The Science Behind the Midlife Groan

Abstract: Research from the University of Virginia suggests that the all-too-familiar groan during movement isn’t just about aging—it may signal your body preparing for action, while also revealing underlying muscle imbalances that can be improved with targeted training.

That involuntary groan when you stand up, bend down, or lift something awkward may feel like a punchline to getting older.

But according to Susan Saliba, a professor at the University of Virginia, it is something else entirely: a physical cue that your body is bracing for movement—often compensating for weaker or poorly coordinated muscles. In other words, it is not just noise. It is information.

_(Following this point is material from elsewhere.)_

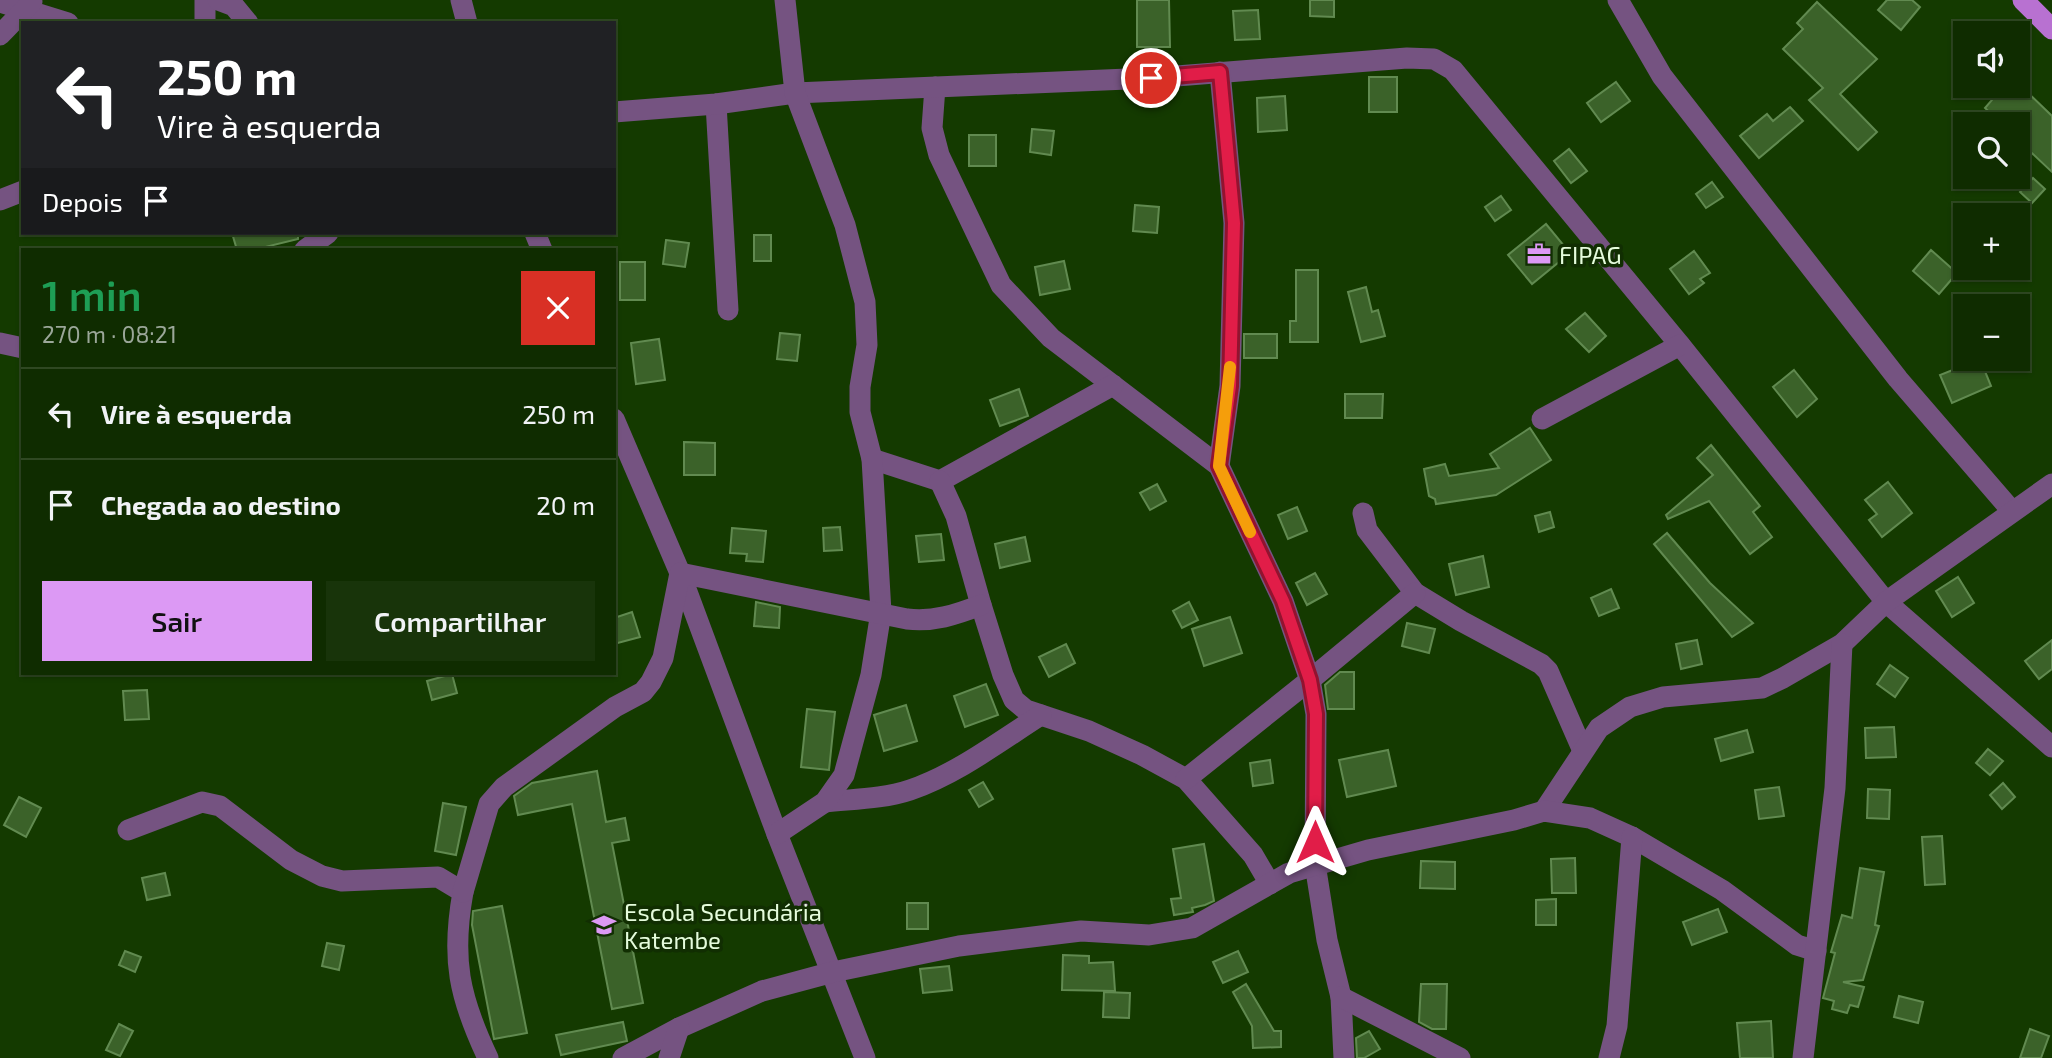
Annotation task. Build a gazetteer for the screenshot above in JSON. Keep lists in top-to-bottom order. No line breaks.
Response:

Anyone in their 50s and 60s and obviously older knows what its like to feel the strain in the muscles after too much lifting or an over-abundance of exercise. It hurts when you move and thus, you groan.

That groaning sound, according to Saliba, co-director Exercise and Sports Injury Laboratory at the University of Virginia (UVA), is actually the body preparing itself for action.

It is, she stated in a recent release, the “vocalized proof that you have lived long enough to have a joint injury or two, and weaker muscles.”

The groan itself, she explains lives with us: “You may grunt on occasion in your 20s. You may groan more often in your 30s. By the time, you reach middle age, the sound you emit during exertion can become almost a habit.”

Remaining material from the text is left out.